_GIVEN INFORMATION:_
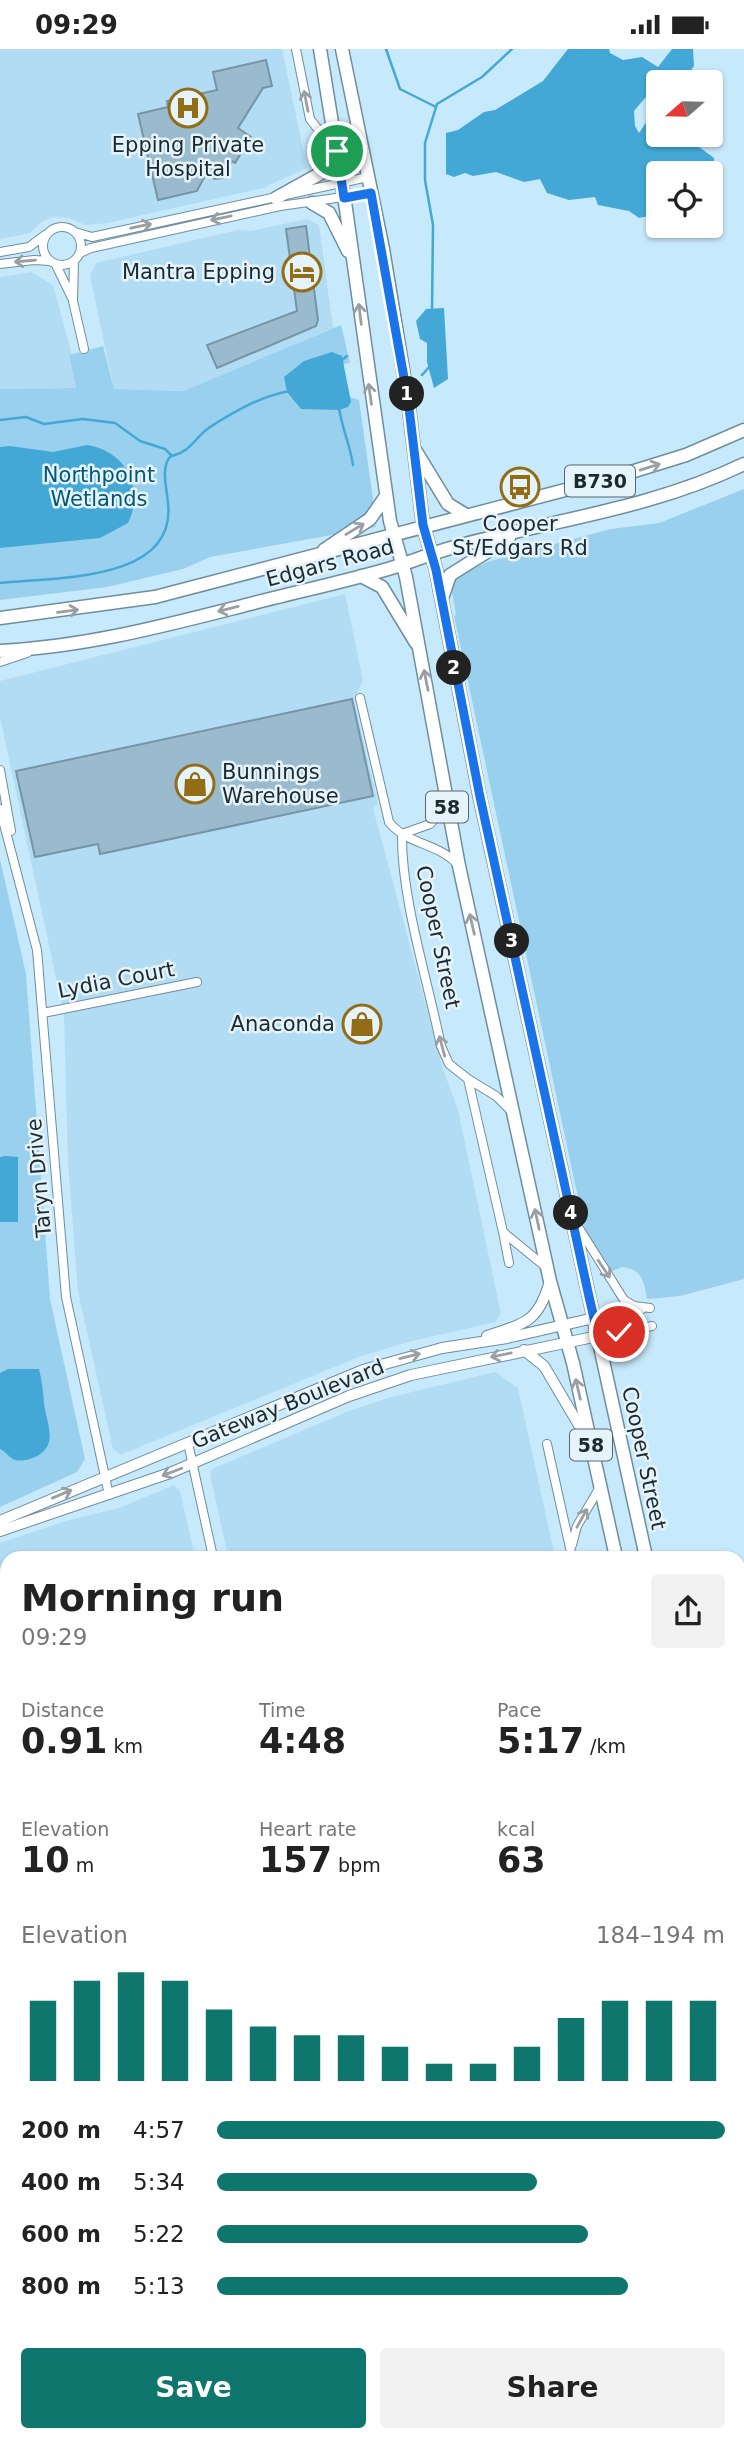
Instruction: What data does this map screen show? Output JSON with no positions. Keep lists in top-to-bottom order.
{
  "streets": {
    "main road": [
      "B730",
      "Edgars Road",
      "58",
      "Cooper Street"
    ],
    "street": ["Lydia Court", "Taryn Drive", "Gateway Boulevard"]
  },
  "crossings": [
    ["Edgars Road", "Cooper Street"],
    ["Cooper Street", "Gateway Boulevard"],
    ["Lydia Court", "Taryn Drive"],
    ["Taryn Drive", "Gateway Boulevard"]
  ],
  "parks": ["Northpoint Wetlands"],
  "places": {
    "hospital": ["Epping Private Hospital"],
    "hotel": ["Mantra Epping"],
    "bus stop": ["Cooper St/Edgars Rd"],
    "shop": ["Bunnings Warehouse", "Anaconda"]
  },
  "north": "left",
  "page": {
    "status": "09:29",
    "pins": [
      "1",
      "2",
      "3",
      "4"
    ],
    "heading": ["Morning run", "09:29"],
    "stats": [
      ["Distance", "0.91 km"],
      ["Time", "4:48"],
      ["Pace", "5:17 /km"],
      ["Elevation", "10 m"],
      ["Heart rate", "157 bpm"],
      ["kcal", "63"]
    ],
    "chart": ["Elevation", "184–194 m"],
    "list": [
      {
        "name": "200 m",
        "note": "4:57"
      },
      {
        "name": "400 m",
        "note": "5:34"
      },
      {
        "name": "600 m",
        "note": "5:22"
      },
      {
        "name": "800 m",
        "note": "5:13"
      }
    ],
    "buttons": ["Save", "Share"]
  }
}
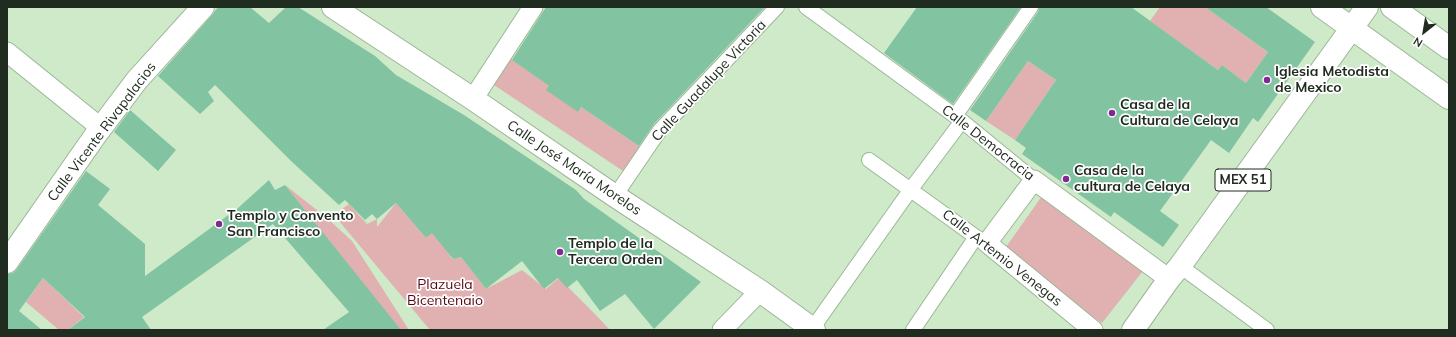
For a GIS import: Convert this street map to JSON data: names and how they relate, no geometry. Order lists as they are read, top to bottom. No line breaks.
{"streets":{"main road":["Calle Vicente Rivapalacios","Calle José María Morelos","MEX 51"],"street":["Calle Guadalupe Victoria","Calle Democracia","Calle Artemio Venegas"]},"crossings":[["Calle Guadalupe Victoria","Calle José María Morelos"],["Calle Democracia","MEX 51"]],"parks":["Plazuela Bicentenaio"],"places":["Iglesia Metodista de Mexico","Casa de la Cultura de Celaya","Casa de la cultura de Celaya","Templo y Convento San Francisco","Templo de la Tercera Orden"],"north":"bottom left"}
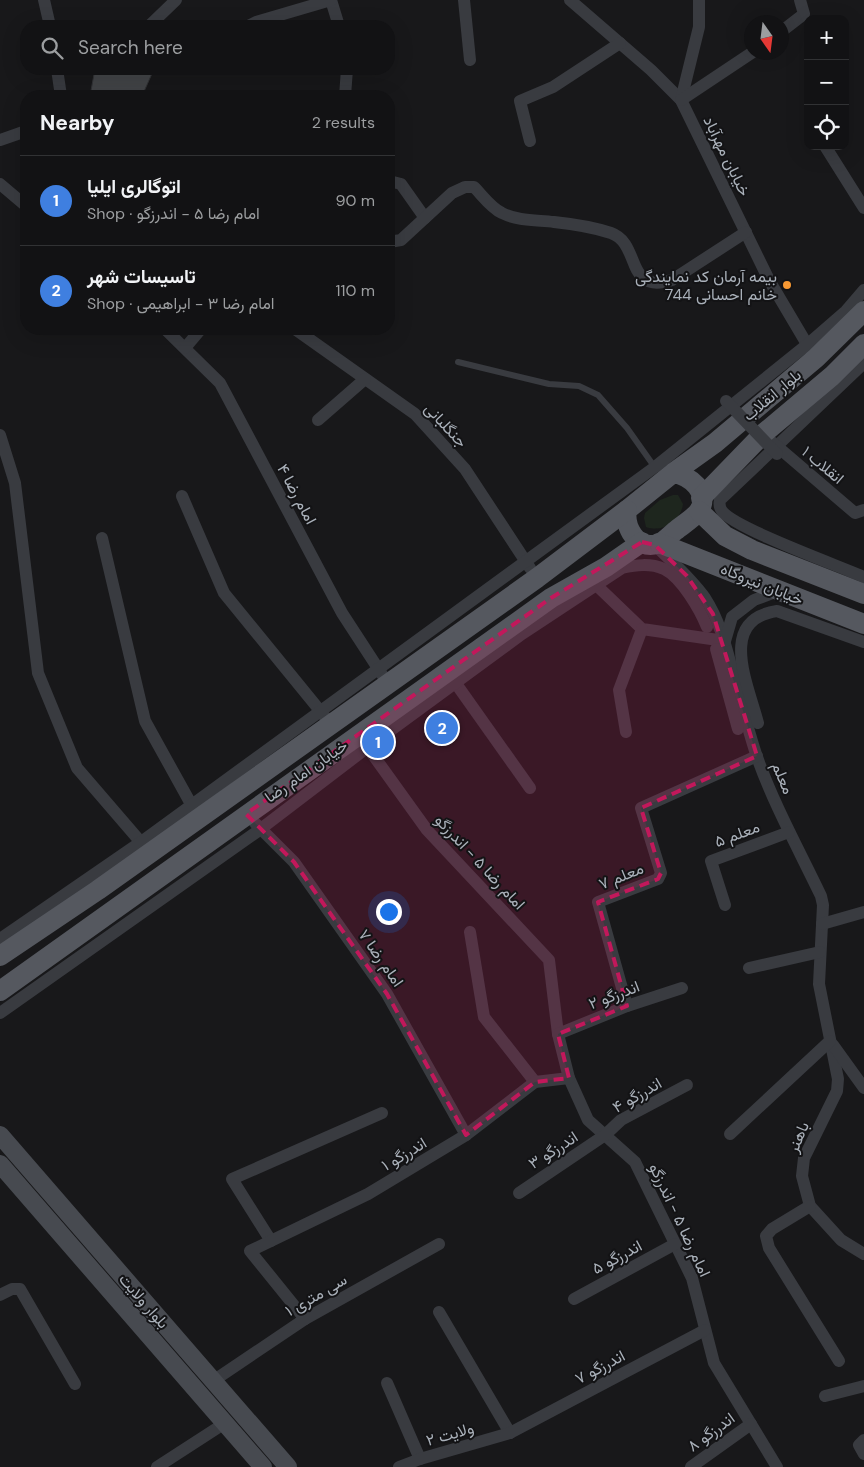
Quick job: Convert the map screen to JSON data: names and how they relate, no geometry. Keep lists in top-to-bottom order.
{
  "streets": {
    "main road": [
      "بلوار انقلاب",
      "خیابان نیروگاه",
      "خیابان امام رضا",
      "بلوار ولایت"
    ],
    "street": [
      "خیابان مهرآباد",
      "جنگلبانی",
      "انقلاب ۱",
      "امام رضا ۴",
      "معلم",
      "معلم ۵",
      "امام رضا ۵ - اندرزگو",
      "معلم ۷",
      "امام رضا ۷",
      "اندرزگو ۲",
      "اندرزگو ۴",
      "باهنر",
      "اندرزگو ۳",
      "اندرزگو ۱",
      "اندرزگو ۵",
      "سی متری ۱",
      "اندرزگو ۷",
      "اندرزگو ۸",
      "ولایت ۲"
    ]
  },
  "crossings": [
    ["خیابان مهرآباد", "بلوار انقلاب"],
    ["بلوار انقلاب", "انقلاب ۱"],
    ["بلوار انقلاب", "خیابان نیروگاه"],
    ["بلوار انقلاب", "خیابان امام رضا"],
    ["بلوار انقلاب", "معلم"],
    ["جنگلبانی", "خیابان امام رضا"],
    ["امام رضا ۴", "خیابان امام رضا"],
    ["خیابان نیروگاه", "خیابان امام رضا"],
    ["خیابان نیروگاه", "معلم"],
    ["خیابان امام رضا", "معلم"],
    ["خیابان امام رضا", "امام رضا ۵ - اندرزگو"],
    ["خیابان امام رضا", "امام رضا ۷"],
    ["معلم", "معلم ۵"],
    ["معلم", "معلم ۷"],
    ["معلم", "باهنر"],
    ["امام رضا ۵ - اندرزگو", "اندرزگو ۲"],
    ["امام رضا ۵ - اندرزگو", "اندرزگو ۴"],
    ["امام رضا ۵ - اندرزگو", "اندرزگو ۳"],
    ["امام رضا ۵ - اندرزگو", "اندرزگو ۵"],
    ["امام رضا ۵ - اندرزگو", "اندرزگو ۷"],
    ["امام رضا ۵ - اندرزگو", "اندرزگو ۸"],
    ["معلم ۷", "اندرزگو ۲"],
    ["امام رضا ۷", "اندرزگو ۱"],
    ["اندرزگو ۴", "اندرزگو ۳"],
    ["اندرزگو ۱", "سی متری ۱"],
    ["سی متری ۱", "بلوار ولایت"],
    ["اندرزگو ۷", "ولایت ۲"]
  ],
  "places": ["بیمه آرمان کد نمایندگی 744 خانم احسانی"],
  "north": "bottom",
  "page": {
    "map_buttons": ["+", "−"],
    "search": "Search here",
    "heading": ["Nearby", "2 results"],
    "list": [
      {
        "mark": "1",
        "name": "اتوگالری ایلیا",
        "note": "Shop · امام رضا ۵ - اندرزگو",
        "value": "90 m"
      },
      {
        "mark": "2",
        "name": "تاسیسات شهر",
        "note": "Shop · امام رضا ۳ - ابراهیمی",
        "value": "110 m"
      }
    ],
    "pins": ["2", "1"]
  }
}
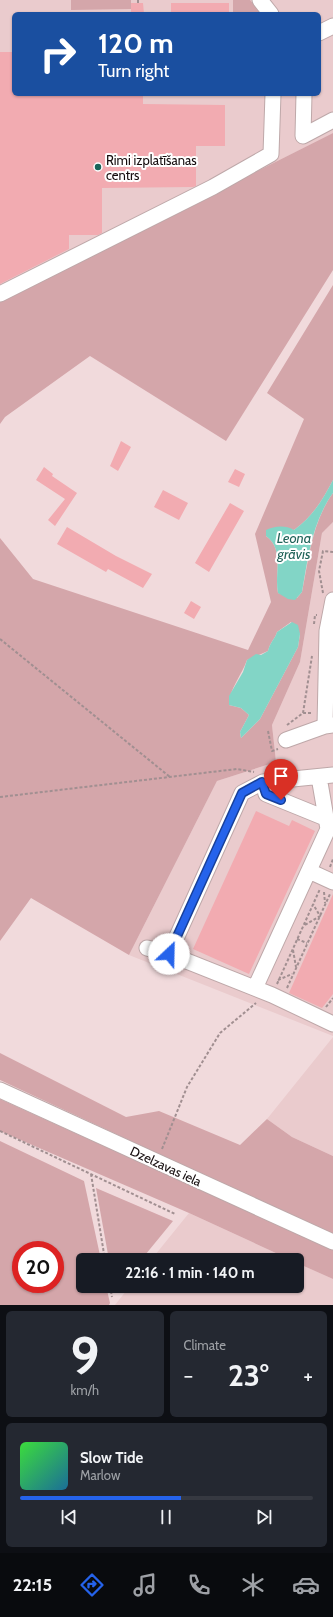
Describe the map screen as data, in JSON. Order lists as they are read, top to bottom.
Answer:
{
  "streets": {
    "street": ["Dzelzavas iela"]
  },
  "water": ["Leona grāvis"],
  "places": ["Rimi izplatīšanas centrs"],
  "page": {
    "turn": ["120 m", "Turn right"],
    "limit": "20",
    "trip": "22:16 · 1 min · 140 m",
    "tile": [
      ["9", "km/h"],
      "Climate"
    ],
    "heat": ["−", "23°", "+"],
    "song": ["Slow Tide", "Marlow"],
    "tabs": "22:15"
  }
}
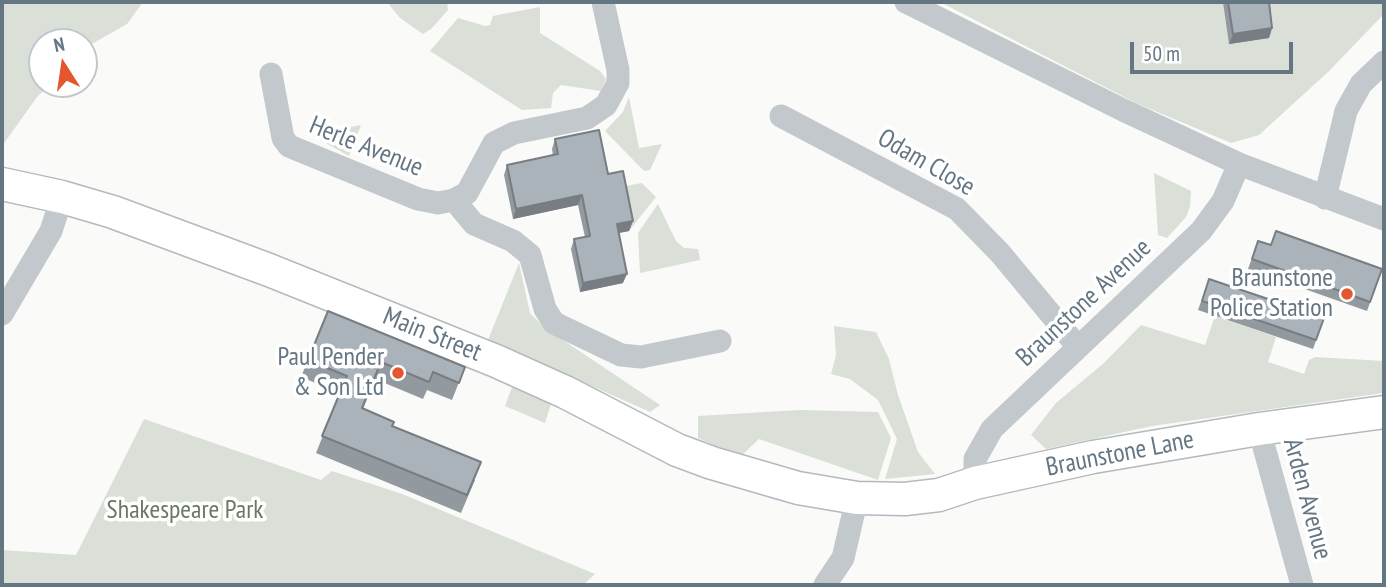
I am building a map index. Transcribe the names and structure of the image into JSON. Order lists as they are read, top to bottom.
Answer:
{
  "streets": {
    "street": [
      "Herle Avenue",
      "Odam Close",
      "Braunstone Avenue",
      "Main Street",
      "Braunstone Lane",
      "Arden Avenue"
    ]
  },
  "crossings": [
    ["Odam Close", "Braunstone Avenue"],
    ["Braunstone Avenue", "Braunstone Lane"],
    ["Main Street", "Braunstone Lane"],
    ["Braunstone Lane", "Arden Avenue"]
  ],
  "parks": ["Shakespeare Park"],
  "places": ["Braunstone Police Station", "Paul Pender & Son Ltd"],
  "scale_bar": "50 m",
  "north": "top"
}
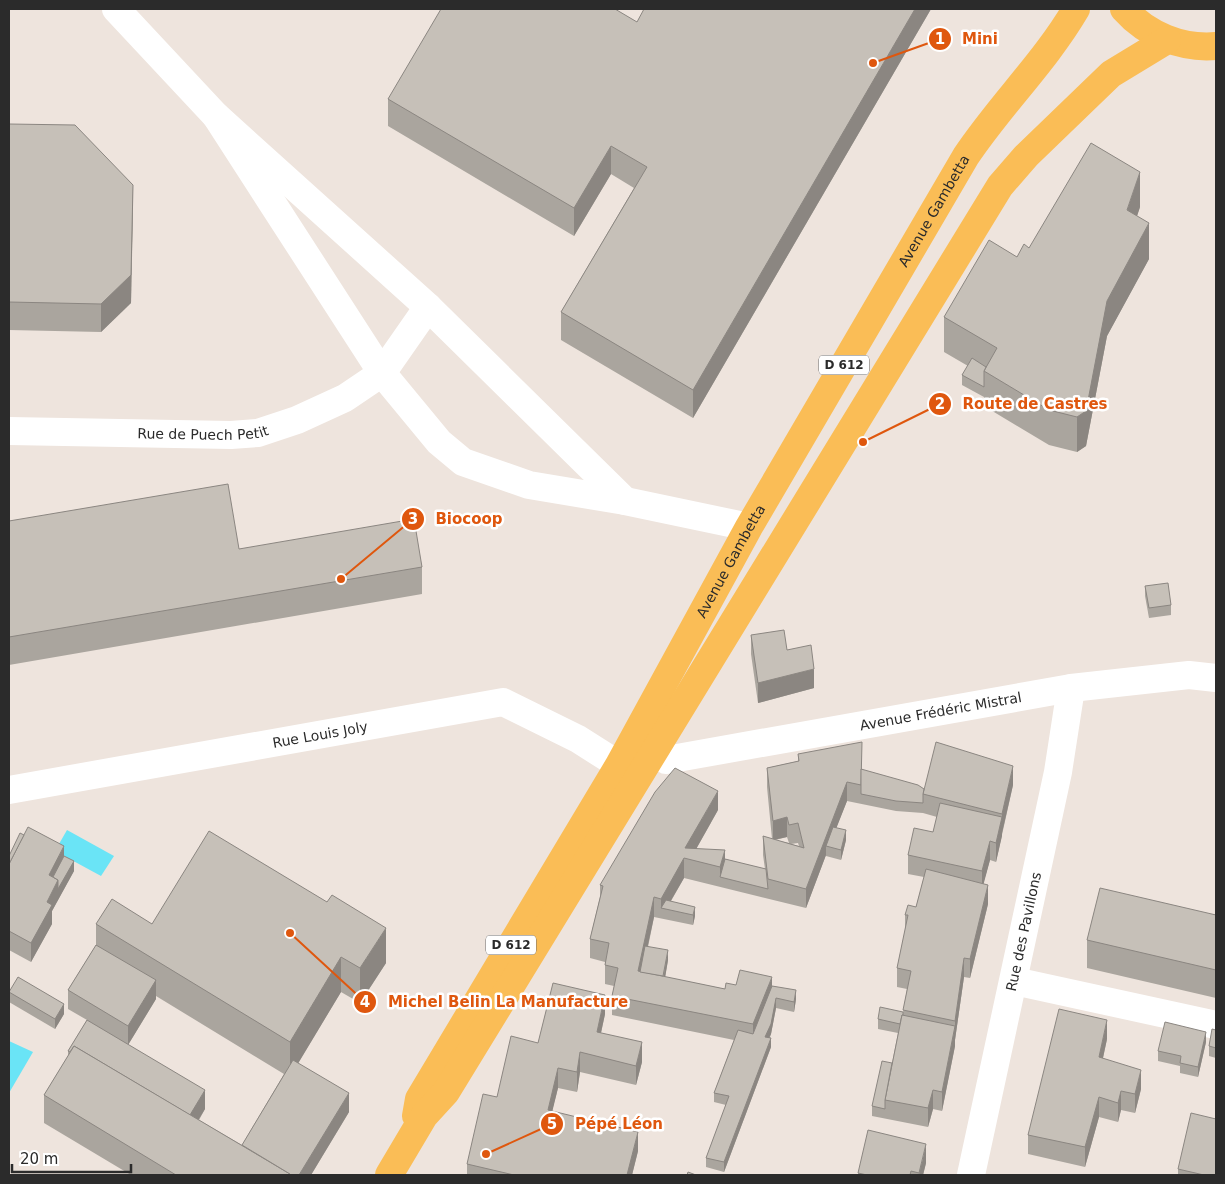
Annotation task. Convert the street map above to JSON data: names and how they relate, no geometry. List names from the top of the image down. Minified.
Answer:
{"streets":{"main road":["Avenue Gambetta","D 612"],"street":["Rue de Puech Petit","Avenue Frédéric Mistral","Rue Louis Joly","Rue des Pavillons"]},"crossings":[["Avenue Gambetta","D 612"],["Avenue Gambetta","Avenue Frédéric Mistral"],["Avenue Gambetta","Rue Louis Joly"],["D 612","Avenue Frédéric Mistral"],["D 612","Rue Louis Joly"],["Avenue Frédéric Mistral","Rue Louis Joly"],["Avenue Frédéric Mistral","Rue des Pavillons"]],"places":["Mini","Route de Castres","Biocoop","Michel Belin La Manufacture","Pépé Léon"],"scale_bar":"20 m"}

_WORK INSTRUCTIONS:_ Scan the listing above for the word "they" and copy every line that holds it.

_TASK ANSWER:_
For a GIS import: Convert this street map to JSON data: names and how they relate, no geometry. Order lists as they are read, top to bottom. No line breaks.
Quick job: Convert the map screen to JSON data: names and how they relate, no geometry. Keep lists in top-to-bottom order.
Describe the map screen as data, in JSON. Order lists as they are read, top to bottom.
I am building a map index. Transcribe the names and structure of the image into JSON. Order lists as they are read, top to bottom.
Annotation task. Convert the street map above to JSON data: names and how they relate, no geometry. List names from the top of the image down. Minified.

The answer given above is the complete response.